Moses and the Burning Bush
One day Moses was tending the flock of his father-in-law, Jethro,[a] the priest of Midian. He led the flock far into the wilderness and came to Sinai,[b] the mountain of God. There the angel of the Lord appeared to him in a blazing fire from the middle of a bush. Moses stared in amazement. Though the bush was engulfed in flames, it didn’t burn up. “This is amazing,” Moses said to himself. “Why isn’t that bush burning up? I must go see it.”
When the Lord saw Moses coming to take a closer look, God called to him from the middle of the bush, “Moses! Moses!”
“Here I am!” Moses replied.
“Do not come any closer,” the Lord warned. “Take off your sandals, for you are standing on holy ground. I am the God of your father[c]—the God of Abraham, the God of Isaac, and the God of Jacob.” When Moses heard this, he covered his face because he was afraid to look at God.
Then the Lord told him, “I have certainly seen the oppression of my people in Egypt. I have heard their cries of distress because of their harsh slave drivers. Yes, I am aware of their suffering. So I have come down to rescue them from the power of the Egyptians and lead them out of Egypt into their own fertile and spacious land. It is a land flowing with milk and honey—the land where the Canaanites, Hittites, Amorites, Perizzites, Hivites, and Jebusites now live. Look! The cry of the people of Israel has reached me, and I have seen how harshly the Egyptians abuse them. Now go, for I am sending you to Pharaoh. You must lead my people Israel out of Egypt.”
But Moses protested to God, “Who am I to appear before Pharaoh? Who am I to lead the people of Israel out of Egypt?”
God answered, “I will be with you.
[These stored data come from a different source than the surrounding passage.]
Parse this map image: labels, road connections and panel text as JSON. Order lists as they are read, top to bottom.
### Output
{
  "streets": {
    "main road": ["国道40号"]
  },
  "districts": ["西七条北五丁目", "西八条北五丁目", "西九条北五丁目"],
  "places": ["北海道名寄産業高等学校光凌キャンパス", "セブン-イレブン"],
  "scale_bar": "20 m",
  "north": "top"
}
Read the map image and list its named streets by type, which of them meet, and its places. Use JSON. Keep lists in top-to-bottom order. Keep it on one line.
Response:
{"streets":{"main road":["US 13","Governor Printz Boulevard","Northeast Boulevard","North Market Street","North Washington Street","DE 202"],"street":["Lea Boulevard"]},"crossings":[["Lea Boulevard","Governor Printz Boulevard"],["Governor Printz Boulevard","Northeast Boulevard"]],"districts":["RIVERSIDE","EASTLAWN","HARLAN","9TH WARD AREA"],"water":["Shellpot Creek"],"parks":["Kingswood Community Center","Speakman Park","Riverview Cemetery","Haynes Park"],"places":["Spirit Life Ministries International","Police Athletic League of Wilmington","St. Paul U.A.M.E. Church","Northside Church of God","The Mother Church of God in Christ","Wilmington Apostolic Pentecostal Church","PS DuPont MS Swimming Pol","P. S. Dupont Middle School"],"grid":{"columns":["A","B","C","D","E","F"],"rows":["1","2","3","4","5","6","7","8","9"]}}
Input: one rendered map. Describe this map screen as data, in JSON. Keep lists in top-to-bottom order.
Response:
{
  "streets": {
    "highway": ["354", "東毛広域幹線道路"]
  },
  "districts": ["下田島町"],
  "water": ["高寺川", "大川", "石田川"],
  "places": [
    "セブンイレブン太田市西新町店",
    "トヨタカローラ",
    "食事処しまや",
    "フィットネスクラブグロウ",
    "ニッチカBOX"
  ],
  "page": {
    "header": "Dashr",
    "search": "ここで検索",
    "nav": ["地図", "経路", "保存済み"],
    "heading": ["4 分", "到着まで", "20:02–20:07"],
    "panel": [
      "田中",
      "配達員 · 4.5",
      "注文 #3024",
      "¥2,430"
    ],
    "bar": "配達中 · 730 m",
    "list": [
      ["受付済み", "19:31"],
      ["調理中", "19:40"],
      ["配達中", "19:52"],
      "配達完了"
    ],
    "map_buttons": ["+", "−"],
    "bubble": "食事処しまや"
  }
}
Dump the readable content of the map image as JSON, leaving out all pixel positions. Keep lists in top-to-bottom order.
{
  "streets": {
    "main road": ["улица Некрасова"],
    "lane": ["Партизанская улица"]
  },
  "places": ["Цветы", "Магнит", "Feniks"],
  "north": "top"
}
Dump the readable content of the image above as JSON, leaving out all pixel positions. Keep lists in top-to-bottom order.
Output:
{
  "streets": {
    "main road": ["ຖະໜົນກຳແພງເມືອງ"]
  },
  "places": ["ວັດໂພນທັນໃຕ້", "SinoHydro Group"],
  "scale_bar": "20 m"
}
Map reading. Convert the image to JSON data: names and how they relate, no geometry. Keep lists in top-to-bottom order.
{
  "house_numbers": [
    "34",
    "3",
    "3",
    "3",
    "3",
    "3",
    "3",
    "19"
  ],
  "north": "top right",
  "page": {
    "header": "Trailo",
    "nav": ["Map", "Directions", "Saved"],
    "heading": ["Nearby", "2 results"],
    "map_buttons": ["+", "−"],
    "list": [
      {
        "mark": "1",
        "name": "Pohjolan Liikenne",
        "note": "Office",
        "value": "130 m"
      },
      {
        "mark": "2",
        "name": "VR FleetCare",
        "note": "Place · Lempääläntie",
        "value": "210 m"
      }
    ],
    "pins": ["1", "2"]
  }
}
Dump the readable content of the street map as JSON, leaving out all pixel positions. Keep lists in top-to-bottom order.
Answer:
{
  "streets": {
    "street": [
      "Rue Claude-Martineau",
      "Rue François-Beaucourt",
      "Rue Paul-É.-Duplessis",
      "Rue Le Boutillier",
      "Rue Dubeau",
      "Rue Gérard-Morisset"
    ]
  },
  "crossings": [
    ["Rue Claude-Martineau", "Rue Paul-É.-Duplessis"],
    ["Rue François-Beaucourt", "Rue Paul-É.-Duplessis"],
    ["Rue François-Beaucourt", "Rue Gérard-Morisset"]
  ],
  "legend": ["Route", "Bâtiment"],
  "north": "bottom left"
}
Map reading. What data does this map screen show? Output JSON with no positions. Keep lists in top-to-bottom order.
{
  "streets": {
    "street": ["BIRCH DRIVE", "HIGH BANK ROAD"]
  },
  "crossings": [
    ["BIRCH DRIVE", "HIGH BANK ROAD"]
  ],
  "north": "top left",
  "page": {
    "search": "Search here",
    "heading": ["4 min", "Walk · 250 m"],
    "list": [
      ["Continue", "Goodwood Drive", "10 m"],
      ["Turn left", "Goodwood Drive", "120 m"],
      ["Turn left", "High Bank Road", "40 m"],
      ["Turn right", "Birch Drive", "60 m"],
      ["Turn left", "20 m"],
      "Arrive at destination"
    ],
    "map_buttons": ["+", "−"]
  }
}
And this is your sign that I am the one who has sent you: When you have brought the people out of Egypt, you will worship God at this very mountain.”
But Moses protested, “If I go to the people of Israel and tell them, ‘The God of your ancestors has sent me to you,’ they will ask me, ‘What is his name?’ Then what should I tell them?”
God replied to Moses, “I am who i am.[d] Say this to the people of Israel: I am has sent me to you.” God also said to Moses, “Say this to the people of Israel: Yahweh,[e] the God of your ancestors—the God of Abraham, the God of Isaac, and the God of Jacob—has sent me to you.
This is my eternal name,
my name to remember for all generations.
“Now go and call together all the elders of Israel. Tell them, ‘Yahweh, the God of your ancestors—the God of Abraham, Isaac, and Jacob—has appeared to me. He told me, “I have been watching closely, and I see how the Egyptians are treating you. I have promised to rescue you from your oppression in Egypt. I will lead you to a land flowing with milk and honey—the land where the Canaanites, Hittites, Amorites, Perizzites, Hivites, and Jebusites now live.”’
“The elders of Israel will accept your message. Then you and the elders must go to the king of Egypt and tell him, ‘The Lord, the God of the Hebrews, has met with us. So please let us take a three-day journey into the wilderness to offer sacrifices to the Lord, our God.’
“But I know that the king of Egypt will not let you go unless a mighty hand forces him.[f] So I will raise my hand and strike the Egyptians, performing all kinds of miracles among them. Then at last he will let you go. And I will cause the Egyptians to look favorably on you. They will give you gifts when you go so you will not leave empty-handed. Every Israelite woman will ask for articles of silver and gold and fine clothing from her Egyptian neighbors and from the foreign women in their houses. You will dress your sons and daughters with these, stripping the Egyptians of their wealth.”
- 3:1a Moses’ father-in-law went by two names, Jethro and Reuel.
- 3:1b Hebrew Horeb, another name for Sinai.
- 3:6 Greek version reads your fathers.
- 3:14 Or I will be what i will be.
- 3:15 Yahweh (also in 3:16) is a transliteration of the proper name YHWH that is sometimes rendered “Jehovah”; in this translation it is usually rendered “the Lord” (note the use of small capitals).
- 3:19 As in Greek and Latin versions; Hebrew reads will not let you go, not by a mighty hand.